La petite histoire des mots
Raid
Avec les guerres qui se poursuivent, voire s’intensifient, au Moyen-Orient ou sur le front ukrainien, le mot « raid » est devenu presque quotidien dans les médias. Il évoque des opérations rapides, aériennes, terrestres ou maritimes, menées en territoire ennemi pour détruire des cibles militaires, sans toutefois épargner les civils qui payent souvent un lourd tribut à ces expéditions.
Dans la langue française, ce mot est d’un usage relativement récent. Emprunté à l’anglais, il fit une apparition timide dans la seconde moitié du XIXe siècle, avant de s’imposer lors des innombrables conflits qui ont secoué le XXe.

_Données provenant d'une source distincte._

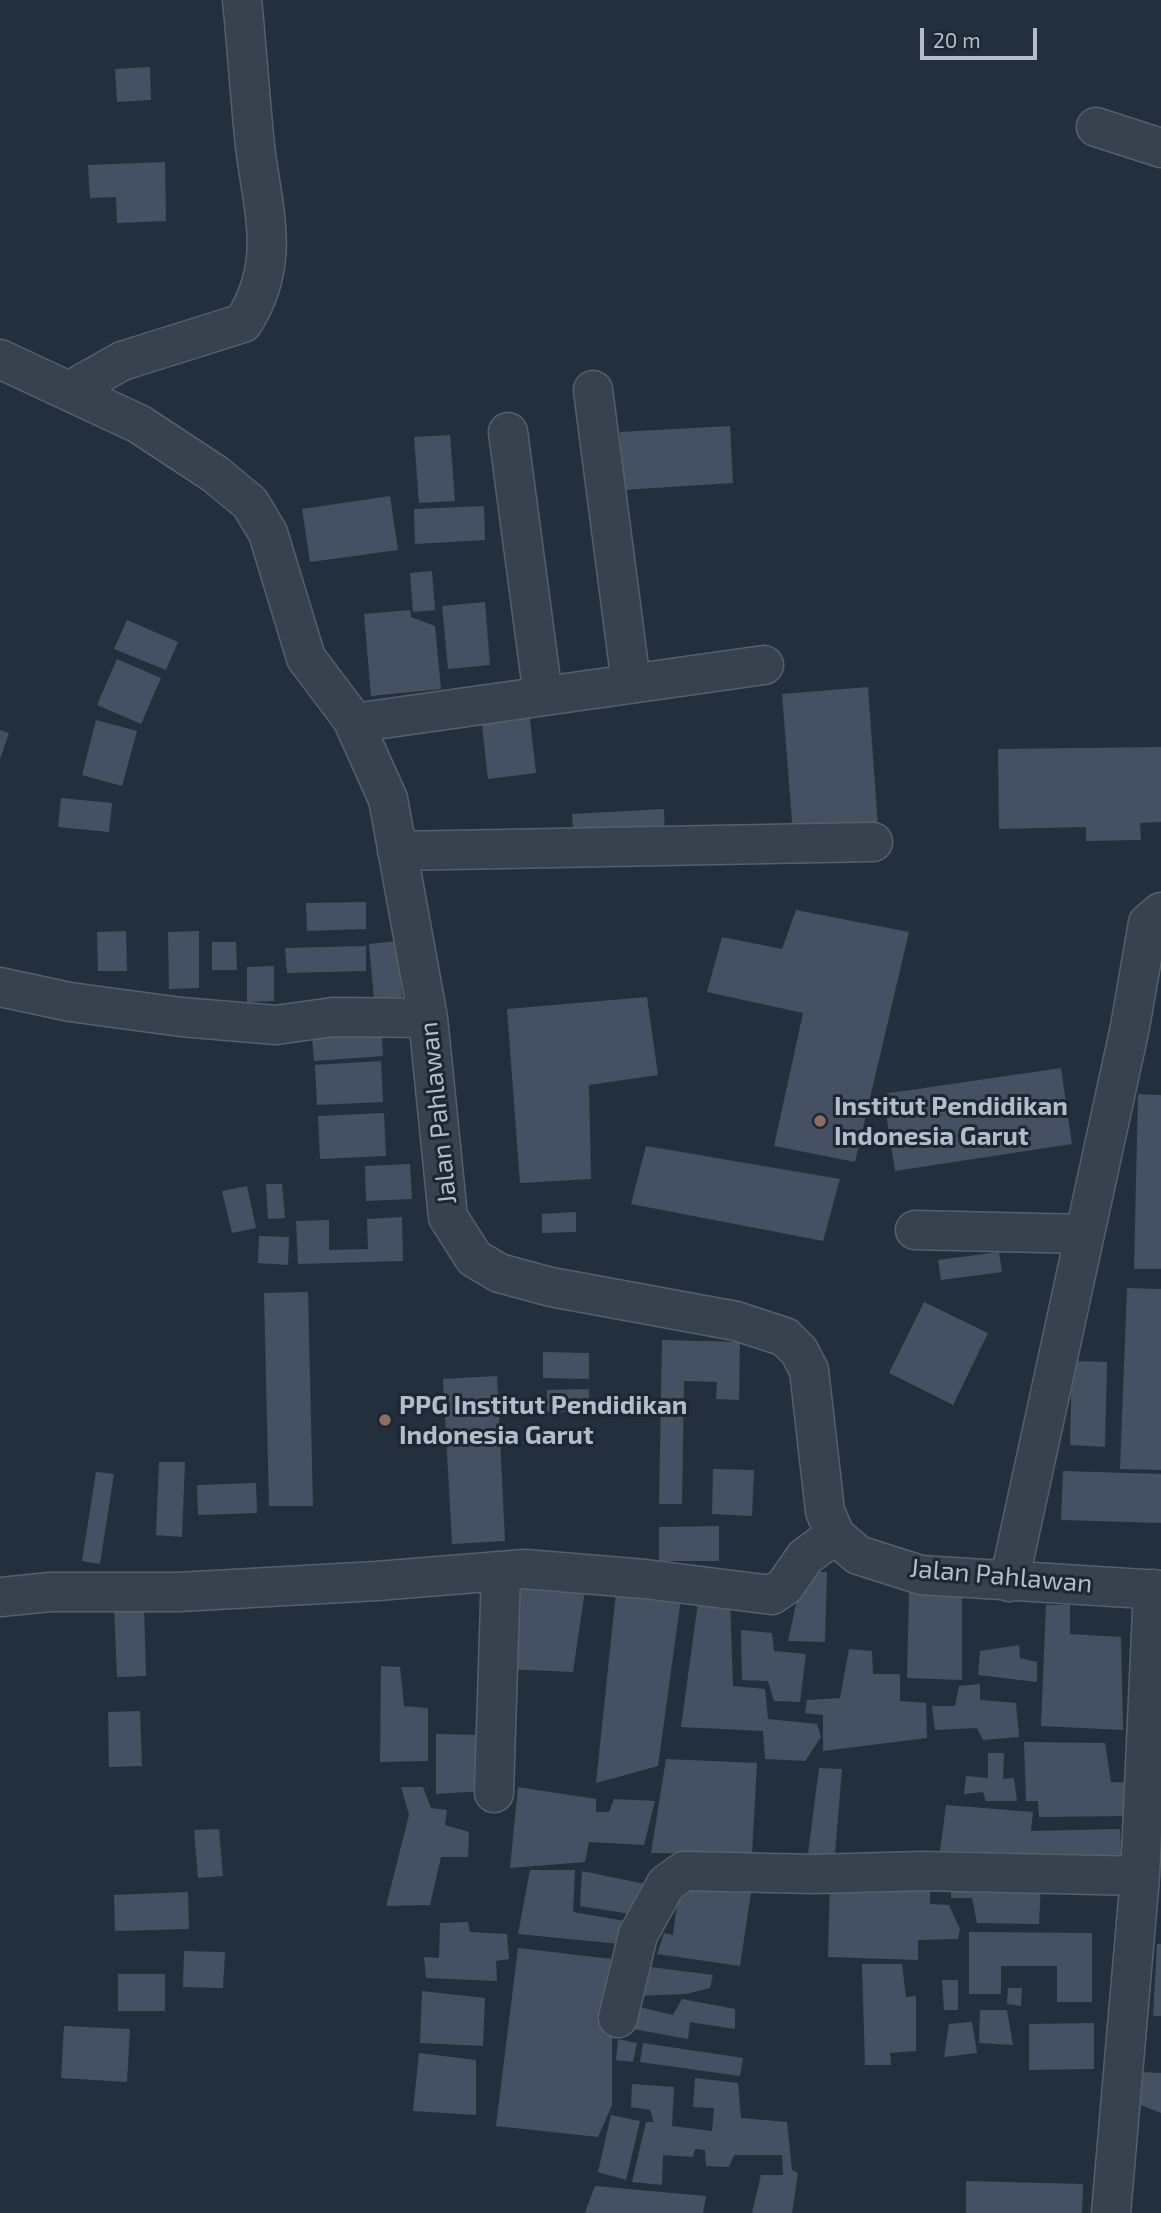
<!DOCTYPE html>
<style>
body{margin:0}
#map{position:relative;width:1161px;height:2213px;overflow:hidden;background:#242f3e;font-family:"Exo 2",sans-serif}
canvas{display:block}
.scale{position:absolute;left:920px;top:28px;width:117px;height:32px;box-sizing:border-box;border:4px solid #b4bcc9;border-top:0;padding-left:9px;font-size:21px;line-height:24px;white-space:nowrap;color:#b4bcc9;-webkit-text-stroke:5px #1d2633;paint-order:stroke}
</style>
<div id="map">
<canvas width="1161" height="2213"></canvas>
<div class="scale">20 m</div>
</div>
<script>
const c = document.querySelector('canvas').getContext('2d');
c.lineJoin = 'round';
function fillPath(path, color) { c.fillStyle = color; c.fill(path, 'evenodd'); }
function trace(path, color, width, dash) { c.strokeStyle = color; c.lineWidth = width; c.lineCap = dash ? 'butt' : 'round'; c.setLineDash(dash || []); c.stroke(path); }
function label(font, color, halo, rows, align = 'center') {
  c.font = font + ' "Exo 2",sans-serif'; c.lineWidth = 6; c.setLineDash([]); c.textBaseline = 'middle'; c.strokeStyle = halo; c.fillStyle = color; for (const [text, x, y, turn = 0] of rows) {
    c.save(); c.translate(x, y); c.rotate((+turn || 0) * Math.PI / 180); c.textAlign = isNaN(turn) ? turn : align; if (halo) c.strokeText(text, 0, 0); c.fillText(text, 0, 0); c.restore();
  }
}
fillPath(new Path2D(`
 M150,67L151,100L117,102L115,69Z
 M165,162L166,221L117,223L116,197L90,198L88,165Z
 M730,426L733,483L623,490L620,432Z
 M450,435L455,501L419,503L414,437Z
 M390,496L398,550L310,562L302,509Z
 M484,506L485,540L415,544L414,509Z
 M432,571L435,610L413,612L410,573Z
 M485,602L490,665L448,669L442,606Z
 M410,610L411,617L435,626L441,689L371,696L364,614Z
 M127,620L178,642L166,670L114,649Z
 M117,659L161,678L141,724L97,705Z
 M868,687L878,827L793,834L782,694Z
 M529,711L536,773L488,779L481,716Z
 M96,720L137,731L122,786L82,775Z
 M0,730L9,733L0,759Z
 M1161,747V822L1140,823L1141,840L1086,841V827L999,829L998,749Z
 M61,798L112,803L109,832L58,827Z
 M664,809L665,837L574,841L572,814Z
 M366,902V929L307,931L306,903Z
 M796,910L909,932L855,1162L774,1146L803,1013L707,992L722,937L782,949Z
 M126,931L127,971H98L97,932Z
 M199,931V988L169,989L168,932Z
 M397,941L402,997L374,999L369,944Z
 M212,942H236L237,970H212Z
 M366,946V971L287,973L285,948Z
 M274,966V1001L247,1002V967Z
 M647,997L658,1075L589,1085L591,1179L520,1183L507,1009Z
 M381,1021L383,1056L314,1061L311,1026Z
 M381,1061L383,1102L317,1105L315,1065Z
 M1061,1068L1072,1144L895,1171L883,1094Z
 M1138,1094L1161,1095V1269H1134Z
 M384,1113L386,1156L320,1159L318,1116Z
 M646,1146L840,1179L823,1241L631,1204Z
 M410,1164L412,1199L366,1201L365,1166Z
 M266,1184H282L285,1218L268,1219Z
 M247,1186L256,1228L232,1233L222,1191Z
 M576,1212V1232L542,1233V1214Z
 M402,1217L403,1261L298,1264L296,1221L329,1220V1250L368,1249L367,1219Z
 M259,1236L289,1237L288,1265L258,1263Z
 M999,1252L1002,1272L941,1280L938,1260Z
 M1127,1288L1161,1289V1470L1120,1469Z
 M308,1292L313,1506H269L264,1293Z
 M924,1302L988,1333L953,1405L889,1373Z
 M662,1340L740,1342L739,1400L716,1399L717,1382L684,1381L682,1504H659Z
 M543,1352L589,1353V1379L543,1378Z
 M1072,1361L1107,1362L1105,1447L1070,1445Z
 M497,1376L505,1541L452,1544L443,1379Z
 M589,1389V1411L547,1412V1390Z
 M159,1462H185L182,1537L156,1535Z
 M713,1469L754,1470L752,1516L712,1514Z
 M1063,1471L1161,1474V1523L1061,1520Z
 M96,1472L114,1474L100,1564L82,1561Z
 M256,1483L257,1513L198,1515L197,1485Z
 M719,1526V1561H659V1527Z
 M803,1572H827L825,1642L788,1641Z
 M510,1577L586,1583L573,1672L505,1669Z
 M617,1583L682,1591L658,1766L596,1783Z
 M909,1591L962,1595V1680L907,1678Z
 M699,1595L730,1599L733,1686L765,1689L768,1719L817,1724L821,1737L805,1761L765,1759L763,1731L681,1727Z
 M144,1603L146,1676L117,1677L114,1604Z
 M1046,1605H1070V1634L1121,1637L1123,1730L1041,1726Z
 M741,1630L772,1633L774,1651L806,1654L800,1702L774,1701L768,1681L742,1680Z
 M1019,1645L1020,1658L1037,1662V1682L978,1675L980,1651Z
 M849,1649L872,1651L873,1674H900V1701L926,1703L927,1738L823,1751V1715L805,1713L807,1700L840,1698Z
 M381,1666L400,1667L404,1706L428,1708V1761L380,1762Z
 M980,1684V1700L1016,1703L1019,1737L983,1740L977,1728L935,1730L932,1706H955L959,1686Z
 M140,1711L142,1766L109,1767L108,1712Z
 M436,1734L484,1735L483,1791L436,1794Z
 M1024,1742L1105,1743L1111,1782L1130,1783V1816L1039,1817L1038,1801H1026Z
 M988,1753H1004L1003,1779L1014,1778L1017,1801H986L983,1792L964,1794L966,1776L988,1778Z
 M666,1759L757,1763L752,1854L651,1853Z
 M819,1768L842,1769L835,1854H808Z
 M401,1787H423L431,1808L447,1810L445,1825L469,1832L468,1857H441L430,1905L386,1906L409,1815Z
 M518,1787L596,1799V1812H609L614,1799L655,1801L644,1845L589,1842L585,1862L510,1868Z
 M946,1805L1033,1812L1031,1831L1120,1829L1121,1856L940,1851Z
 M219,1829L223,1876L198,1878L194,1830Z
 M530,1870H575L573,1912L625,1921L620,1944L518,1934Z
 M582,1871L645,1884L630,1914L580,1906Z
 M930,1876V1904L949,1905L960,1929L958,1939L918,1940V1960L828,1957L830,1881Z
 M951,1879L1041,1884L1039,1924L977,1923L972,1898H951Z
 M680,1880L752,1886L740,1966L657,1954L664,1933L673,1935Z
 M188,1892L189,1929L115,1931L114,1895Z
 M468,1922L470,1932L507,1934L509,1959L496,1961L497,1981L426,1978L424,1957L439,1958L440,1923Z
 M969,1932L1092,1933V2002H1057V1966H1001V1994H969Z
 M1157,1944H1161V2016H1153Z
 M518,1948L612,1959V2105L598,2137L496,2126Z
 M184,1951L225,1952L223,1988L183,1987Z
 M862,1964H902L906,1997L916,1996V2051L890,2053L891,2065H865Z
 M643,1966L713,1975L710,1988L686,1994L635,1996Z
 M118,1974H165V2011H118Z
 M942,1980H958V2010H944Z
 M1008,1988H1022L1021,2006L1007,2004Z
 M422,1991L485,1998L483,2046L420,2043Z
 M682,1999L735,2009V2029L690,2022L688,2039L622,2027L631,2005L673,2015Z
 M980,2010H1007L1013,2045L979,2043Z
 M972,2022L977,2053L944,2057L949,2024Z
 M1094,2023V2069L1029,2070V2024Z
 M64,2026L130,2029L127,2082L61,2078Z
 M618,2039L637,2043L633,2062L616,2060Z
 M643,2043L743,2058L740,2076L640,2062Z
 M419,2053L476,2060V2115L413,2111Z
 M1141,2072L1161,2073V2113L1141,2105Z
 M695,2078L738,2083L741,2118L787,2122L792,2170L798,2173L792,2213H752L761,2175H783L782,2155H734L729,2167L706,2166L705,2150L695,2149L693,2157L663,2155L662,2185L632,2182L646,2122H654L650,2110L631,2107L632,2084L674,2087L672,2126L712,2131L714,2108L693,2107Z
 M611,2115L640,2121L626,2180L598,2172Z
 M966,2181L1083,2184L1082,2213H966Z
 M595,2186L706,2196L703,2213H585Z`), '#455162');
const minor = new Path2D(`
 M1096,127L1161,148
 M0,359L139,424L215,474L250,503L268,533L306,658L352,719L388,799L428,1018L448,1217L474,1258L499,1273L551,1287L736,1321L785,1337L799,1351L809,1370L825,1511L835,1535L858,1555L921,1575L1161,1590
 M593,390L631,683
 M69,391L122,361L243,323C282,262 263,212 255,146C250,97 247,48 242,0
 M508,432L543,696
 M354,723L764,665
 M397,851L873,842
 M0,987L70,1002L181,1017L276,1025L333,1017L428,1018
 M915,1230L1083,1234
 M1009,1582L1130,1027L1148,923L1161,912
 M0,1597L50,1592H179L377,1581L525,1569L645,1579L772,1595L785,1586L805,1557L835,1535
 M494,1793L501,1571
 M618,2018L638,1935L666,1884L684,1871L814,1874L922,1871L1140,1876
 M1111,2213L1140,1876L1153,1589`);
trace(minor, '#565f6c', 41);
trace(minor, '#38414e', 38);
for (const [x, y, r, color] of [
 [820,1121,7,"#8d6e63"],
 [385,1420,7,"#8d6e63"]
]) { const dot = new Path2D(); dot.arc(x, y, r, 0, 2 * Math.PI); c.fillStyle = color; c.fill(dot); trace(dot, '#1d2633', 2.5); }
label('bold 26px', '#b4bcc9', '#1d2633', [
 ["Institut Pendidikan",834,1106],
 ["Indonesia Garut",834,1136],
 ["PPG Institut Pendidikan",399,1405],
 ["Indonesia Garut",399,1435]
], 'left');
label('26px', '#b4bcc9', '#1d2633', [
 ["Jalan Pahlawan",438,1113,-96],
 ["Jalan Pahlawan",1001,1576,5]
]);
</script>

En vieux norrois, la langue des anciens scandinaves, le mot « reiô » désignait un voyage à cheval, une cavalcade ou un charriot. Son équivalent dans les langues germaniques occidentales était « raidu », avec la même signification. En Angleterre, pays conquis par les Angles et les Saxons, arrivés du continent, puis cible de nombreuses razzias de Vikings, débarqués du Danemark et de Norvège, ce terme prit la forme « räd », puis « rade ». Ce dernier mot donnera d’ailleurs le substantif anglais « road » qui veut dire « route ».
Le mot « raid », dans sa forme actuelle, apparaît au XVe siècle en Ecosse. Il désignait alors les incursions à cheval menées par les guerriers écossais contre les Anglais qui avaient envahi leur pays à la fin du XIIIe siècle. Il tomba cependant en désuétude et finit par disparaître… Avant de « ressusciter », au tout début du XIXe siècle. On doit cette résurgence à la plume de Sir Walter Scott, l’un des plus célèbres auteurs et poètes écossais de l’époque, qui réhabilita d’anciens textes populaires de son pays où ce terme était en usage.
« Raid » ne s’applique pas toujours à des opérations militaires. Dans un registre pacifique, que ce soit en français ou en anglais, il peut aussi désigner une épreuve sportive d’endurance. Dans ce sens, on le découvre, par exemple, dès 1886, en France, dans La Revue vélocipédique, un magazine consacré – comme son nom l’indique – aux courses cyclistes qui se popularisaient. La première d’entre elles avait été organisée en 1868, à Saint-Cloud, par les frères Ollivier, directeurs d’une usine de cycles.
En anglais, le mot « raider » émergea vers 1860 pour désigner une personne, le plus souvent un soldat, qui se livre à une incursion en territoire ennemi. Il sera ultérieurement utilisé, ainsi qu’en français, non pas dans un contexte militaire, mais dans l’univers de la finance, pour désigner un prédateur cherchant à prendre le contrôle d’une société cotée en bourse au moyen d’une offre publique d’achat (OPA) hostile.
L’un des plus célèbres « raider » est un personnage fictif : Edward Lewis, un richissime businessman, achetait des sociétés en difficulté pour les démanteler et les revendre pièce par pièce. Mais il tomba éperdument amoureux d’une sémillante prostituée nommée Vivian, accepta de l’épouser et se transforma en homme d’affaires vertueux. Les deux personnages furent incarnés au cinéma par Richard Gere et Julia Roberts dans Pretty Woman.
Ce film de 1990 n’a pas pris une ride et n’a pas fini de faire pleurer dans les chaumières.